といってもまあ、10日でどうこうするのもかなりハードではあるが。
そんなことを考えていると「ははっ」と苦笑いが漏れ出る。
そして俺は決心し、エルフィアに呼びかけた。
「よし、エルフィア」
自分の名前を呼ばれたことに気づき、彼女はピクッと俺の方に向き直す。
「ん、なに?」
「勉強するか」
こうして、10日間の修行もとい、猛勉強の日々が始まったのだった。
書店では厚さ10センチほどの参考書を数冊買い込み、宿をとって勉強をする。
俺の方も復習になって一石二鳥だ。
その間予想外だったことが2つあった。
1つ目は、ラフィーが天才的に教えるのが上手いこと。
1時間ほどで全ての参考書を読み、異常な吸収率で内容を全て覚え、ラフィーなりの解釈でエルフィアに伝授する。

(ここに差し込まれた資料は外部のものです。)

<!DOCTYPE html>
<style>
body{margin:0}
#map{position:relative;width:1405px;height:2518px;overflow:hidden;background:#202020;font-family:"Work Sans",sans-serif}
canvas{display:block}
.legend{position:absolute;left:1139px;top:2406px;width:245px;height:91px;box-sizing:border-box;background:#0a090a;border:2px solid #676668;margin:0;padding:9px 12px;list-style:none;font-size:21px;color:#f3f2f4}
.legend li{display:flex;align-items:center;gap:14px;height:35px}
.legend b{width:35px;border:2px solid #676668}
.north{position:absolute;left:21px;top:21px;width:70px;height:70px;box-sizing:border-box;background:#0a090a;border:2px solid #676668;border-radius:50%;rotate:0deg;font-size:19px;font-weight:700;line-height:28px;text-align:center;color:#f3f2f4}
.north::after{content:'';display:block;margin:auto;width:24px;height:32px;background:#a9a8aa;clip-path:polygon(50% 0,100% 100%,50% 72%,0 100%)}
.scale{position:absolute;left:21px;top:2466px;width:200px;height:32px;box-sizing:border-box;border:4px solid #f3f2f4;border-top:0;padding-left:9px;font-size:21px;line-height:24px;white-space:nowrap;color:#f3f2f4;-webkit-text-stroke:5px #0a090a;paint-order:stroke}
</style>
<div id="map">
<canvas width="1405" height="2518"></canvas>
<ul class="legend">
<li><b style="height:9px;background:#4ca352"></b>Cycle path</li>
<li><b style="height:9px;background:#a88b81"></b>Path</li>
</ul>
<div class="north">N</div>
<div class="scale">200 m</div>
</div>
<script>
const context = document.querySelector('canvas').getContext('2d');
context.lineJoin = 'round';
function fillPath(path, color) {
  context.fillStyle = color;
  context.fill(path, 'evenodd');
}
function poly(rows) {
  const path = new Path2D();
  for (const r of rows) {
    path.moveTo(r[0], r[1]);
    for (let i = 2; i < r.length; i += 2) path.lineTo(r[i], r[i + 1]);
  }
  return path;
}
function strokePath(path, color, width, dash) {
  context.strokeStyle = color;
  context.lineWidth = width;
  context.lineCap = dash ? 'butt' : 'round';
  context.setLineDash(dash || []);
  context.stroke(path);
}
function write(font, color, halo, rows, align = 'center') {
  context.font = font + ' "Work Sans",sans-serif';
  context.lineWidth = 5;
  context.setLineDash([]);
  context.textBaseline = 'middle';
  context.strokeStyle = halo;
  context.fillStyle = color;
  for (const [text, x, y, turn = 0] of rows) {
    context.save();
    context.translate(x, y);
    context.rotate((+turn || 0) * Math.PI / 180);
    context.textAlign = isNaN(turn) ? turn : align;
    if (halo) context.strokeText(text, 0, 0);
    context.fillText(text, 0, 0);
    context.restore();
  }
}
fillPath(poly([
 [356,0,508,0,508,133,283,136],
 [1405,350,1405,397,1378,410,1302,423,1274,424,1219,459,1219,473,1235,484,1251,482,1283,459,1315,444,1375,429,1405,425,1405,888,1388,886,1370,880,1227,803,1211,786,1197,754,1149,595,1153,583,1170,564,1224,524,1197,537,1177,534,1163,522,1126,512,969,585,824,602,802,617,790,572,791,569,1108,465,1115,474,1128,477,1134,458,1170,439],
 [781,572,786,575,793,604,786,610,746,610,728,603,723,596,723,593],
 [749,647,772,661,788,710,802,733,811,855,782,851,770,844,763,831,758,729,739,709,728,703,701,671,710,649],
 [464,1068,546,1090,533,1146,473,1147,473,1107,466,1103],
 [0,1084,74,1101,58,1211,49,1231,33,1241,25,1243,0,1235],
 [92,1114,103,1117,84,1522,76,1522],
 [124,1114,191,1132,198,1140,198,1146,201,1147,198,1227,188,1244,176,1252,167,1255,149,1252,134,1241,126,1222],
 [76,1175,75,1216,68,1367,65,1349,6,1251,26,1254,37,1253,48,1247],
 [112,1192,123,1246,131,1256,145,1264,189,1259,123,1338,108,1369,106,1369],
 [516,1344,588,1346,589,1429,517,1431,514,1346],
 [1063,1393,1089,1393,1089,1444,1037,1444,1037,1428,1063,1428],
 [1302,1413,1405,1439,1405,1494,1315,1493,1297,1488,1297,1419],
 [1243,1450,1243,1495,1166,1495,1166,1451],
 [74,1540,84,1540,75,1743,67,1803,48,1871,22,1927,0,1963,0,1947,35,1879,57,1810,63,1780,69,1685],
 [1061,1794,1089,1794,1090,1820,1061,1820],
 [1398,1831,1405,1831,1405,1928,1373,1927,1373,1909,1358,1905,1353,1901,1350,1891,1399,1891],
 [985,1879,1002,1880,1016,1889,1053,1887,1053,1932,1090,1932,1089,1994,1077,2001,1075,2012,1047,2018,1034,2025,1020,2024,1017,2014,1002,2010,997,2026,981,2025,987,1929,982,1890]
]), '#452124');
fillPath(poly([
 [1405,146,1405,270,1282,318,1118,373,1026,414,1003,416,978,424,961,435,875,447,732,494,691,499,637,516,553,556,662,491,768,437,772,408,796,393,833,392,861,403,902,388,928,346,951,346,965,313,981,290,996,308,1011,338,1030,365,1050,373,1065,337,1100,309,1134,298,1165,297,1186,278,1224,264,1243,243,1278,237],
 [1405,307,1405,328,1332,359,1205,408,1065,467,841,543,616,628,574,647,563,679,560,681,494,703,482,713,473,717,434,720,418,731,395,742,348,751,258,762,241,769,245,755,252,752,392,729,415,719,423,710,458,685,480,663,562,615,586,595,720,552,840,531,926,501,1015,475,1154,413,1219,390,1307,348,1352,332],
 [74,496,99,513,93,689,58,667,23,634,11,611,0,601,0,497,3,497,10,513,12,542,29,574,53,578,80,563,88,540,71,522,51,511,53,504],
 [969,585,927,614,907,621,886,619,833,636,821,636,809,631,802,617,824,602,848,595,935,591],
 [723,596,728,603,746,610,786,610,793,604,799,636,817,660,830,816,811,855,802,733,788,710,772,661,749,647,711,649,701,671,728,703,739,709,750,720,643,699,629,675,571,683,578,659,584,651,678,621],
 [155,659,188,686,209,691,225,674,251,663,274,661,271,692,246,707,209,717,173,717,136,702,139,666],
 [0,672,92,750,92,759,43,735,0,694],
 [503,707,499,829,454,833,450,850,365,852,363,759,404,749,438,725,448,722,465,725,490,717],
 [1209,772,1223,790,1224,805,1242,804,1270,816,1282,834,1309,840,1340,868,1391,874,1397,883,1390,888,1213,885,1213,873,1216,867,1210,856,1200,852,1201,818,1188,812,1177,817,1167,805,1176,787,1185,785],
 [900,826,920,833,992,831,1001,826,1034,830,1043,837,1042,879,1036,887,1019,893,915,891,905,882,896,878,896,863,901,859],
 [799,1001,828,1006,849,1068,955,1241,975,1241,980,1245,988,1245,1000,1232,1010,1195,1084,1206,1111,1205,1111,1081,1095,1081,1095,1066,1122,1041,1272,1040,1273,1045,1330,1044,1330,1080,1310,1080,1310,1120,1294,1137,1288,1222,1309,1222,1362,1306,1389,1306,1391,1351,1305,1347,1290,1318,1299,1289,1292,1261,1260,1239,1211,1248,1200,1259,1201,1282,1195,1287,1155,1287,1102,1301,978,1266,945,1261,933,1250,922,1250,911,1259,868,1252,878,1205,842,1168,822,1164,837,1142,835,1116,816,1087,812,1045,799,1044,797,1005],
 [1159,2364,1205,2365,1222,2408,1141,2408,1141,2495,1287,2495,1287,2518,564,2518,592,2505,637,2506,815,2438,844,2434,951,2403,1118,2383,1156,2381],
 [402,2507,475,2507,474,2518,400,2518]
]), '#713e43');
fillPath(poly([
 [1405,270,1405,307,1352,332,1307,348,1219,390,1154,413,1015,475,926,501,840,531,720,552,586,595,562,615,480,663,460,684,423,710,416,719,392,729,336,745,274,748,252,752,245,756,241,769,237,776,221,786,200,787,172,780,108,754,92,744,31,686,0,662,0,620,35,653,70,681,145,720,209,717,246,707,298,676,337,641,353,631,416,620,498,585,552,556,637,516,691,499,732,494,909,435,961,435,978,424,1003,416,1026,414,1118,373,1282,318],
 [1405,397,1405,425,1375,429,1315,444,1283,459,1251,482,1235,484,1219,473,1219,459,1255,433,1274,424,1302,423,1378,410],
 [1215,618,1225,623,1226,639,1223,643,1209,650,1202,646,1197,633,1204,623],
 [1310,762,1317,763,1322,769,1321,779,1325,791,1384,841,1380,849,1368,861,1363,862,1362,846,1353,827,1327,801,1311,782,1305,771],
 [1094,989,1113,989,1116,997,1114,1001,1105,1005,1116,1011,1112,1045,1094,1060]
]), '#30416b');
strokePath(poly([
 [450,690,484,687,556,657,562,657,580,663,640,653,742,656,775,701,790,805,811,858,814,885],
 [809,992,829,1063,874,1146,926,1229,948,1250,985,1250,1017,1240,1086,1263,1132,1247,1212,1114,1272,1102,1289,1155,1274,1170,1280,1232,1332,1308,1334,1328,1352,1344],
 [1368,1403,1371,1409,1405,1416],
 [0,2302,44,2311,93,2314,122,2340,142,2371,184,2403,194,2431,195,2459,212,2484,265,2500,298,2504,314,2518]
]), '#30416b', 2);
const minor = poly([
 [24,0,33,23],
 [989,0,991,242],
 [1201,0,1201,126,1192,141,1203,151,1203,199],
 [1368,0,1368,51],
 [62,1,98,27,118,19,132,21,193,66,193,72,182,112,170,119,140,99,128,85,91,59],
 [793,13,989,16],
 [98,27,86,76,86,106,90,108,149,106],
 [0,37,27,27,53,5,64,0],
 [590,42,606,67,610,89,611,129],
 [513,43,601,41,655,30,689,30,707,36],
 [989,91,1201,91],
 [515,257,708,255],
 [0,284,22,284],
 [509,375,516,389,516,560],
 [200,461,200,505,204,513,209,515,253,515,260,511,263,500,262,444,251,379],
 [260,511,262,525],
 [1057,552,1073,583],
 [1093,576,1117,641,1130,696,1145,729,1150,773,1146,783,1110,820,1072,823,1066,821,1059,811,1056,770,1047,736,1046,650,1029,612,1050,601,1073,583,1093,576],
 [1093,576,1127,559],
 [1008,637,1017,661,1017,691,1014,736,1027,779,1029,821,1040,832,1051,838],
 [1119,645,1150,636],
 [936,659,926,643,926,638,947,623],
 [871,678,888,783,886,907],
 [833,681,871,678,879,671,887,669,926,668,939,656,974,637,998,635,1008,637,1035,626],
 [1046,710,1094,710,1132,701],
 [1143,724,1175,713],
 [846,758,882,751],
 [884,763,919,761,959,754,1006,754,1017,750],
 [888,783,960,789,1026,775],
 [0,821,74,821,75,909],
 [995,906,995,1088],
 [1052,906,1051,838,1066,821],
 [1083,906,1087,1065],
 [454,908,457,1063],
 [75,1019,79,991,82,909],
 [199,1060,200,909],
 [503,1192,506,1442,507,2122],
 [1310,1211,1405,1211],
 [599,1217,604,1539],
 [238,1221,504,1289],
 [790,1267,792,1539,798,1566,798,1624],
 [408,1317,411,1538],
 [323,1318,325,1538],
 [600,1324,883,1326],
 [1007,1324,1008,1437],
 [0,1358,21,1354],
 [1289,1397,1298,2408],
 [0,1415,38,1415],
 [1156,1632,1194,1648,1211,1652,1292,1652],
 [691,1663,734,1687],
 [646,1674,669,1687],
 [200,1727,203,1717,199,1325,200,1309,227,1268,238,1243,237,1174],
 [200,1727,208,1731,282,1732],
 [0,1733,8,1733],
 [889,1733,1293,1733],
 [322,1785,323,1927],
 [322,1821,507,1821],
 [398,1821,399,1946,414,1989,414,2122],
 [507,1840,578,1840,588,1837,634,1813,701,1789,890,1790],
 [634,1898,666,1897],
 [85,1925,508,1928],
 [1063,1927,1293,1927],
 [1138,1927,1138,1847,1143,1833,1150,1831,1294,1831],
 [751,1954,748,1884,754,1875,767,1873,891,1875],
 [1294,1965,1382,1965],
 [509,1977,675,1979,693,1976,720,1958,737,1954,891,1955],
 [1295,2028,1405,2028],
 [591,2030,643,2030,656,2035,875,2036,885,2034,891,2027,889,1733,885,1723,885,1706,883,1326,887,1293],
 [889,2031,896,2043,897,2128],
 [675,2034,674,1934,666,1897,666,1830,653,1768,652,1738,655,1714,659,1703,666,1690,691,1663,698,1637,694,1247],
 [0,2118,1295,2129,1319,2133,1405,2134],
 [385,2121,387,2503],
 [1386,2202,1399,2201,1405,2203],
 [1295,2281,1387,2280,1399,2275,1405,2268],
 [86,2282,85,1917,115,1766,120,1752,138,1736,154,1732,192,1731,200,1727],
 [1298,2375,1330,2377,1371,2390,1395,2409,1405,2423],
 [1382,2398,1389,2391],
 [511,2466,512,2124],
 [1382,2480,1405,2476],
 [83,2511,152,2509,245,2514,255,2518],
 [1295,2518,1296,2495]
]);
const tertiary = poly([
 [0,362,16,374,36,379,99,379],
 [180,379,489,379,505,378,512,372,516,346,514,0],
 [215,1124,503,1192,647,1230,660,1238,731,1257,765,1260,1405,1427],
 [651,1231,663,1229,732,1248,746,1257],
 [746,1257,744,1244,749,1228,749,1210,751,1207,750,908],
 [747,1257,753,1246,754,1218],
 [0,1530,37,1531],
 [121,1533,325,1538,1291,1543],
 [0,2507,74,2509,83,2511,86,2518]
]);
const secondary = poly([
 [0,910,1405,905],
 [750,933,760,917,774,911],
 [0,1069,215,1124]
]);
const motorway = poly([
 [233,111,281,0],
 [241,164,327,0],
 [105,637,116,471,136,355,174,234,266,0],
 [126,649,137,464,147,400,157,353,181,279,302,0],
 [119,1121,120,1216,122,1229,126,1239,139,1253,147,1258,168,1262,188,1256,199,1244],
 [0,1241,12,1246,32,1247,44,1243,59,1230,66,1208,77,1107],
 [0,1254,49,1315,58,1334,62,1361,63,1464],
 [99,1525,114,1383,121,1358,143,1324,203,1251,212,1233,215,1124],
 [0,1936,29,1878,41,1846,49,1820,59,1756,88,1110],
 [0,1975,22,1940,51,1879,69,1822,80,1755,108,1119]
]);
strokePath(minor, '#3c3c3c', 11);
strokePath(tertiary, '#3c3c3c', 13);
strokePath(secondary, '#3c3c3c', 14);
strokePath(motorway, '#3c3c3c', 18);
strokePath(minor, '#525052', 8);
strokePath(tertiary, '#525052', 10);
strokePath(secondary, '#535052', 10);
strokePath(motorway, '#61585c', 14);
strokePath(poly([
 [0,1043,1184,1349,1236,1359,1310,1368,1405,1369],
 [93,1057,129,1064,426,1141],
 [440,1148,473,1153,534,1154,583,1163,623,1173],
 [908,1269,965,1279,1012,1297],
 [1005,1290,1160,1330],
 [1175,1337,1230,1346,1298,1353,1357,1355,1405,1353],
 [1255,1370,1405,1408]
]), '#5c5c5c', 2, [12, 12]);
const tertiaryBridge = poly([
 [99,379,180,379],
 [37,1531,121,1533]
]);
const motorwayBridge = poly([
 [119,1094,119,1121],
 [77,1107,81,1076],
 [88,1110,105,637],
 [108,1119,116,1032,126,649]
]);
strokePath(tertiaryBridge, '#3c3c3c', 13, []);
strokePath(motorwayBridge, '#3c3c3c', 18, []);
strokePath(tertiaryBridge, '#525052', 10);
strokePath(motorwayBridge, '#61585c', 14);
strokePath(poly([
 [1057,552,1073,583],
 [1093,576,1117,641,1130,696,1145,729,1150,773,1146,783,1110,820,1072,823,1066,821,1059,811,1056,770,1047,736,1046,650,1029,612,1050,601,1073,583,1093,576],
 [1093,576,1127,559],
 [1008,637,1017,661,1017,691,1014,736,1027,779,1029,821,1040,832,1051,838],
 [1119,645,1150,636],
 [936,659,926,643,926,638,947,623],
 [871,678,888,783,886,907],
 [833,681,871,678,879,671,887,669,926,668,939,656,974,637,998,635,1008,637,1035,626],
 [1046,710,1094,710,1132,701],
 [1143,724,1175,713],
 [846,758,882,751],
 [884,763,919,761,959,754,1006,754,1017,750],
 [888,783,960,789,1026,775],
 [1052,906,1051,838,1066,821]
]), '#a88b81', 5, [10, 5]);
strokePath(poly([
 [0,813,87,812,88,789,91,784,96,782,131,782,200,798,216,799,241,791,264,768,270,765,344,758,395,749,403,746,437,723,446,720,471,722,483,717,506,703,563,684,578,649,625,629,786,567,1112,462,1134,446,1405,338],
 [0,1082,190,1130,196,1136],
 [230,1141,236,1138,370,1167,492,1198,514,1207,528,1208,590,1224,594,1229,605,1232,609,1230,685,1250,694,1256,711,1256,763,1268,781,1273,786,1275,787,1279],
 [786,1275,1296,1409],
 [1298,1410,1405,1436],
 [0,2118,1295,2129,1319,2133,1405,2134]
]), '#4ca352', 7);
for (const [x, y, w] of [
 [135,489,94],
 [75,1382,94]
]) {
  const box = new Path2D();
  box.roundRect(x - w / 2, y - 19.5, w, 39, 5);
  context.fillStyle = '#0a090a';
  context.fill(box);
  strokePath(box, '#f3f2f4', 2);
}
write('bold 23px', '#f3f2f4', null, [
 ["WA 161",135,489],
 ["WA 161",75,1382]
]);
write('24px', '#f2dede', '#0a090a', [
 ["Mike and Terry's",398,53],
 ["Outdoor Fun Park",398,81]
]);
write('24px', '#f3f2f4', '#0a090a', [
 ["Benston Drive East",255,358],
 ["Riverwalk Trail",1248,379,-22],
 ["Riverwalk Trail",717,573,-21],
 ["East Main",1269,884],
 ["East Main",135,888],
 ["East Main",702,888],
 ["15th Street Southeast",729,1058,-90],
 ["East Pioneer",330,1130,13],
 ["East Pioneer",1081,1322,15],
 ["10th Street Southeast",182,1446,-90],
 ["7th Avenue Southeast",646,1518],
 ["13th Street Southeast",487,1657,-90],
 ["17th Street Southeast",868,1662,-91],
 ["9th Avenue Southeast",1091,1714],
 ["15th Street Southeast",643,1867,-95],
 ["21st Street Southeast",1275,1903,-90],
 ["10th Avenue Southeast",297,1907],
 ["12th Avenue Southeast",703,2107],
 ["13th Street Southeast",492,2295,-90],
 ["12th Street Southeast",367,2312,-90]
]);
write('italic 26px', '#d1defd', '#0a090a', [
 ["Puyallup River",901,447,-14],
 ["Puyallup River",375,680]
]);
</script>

もはや俺が解説する機会は後半5日間はほとんどなかった。
むしろ俺の方もラフィーの分かり易すぎる解説に耳を傾けて、感動していたほどだ。
2つ目は、エルフィアの理解力だ。
確かにラフィーの説明・解説も良かったのだが、それを速やかに理解していくエルフィアの方もすごかった。
2年間も引きこもりをやっていたとは思えない。
そして、たった10日足らずで彼女は、あの量の参考書のほぼ全てを理解していた。
一体どんな頭の構造をしていたら、そんな芸当が可能になるのか、まるで検討もつかない。
もしも地球にエルフィアが行けば、間違いなく最難関大学をいくつも卒業できるだろう。
───そしてついに今日から、王立ミシェド学園の第一次選考試験が始まる。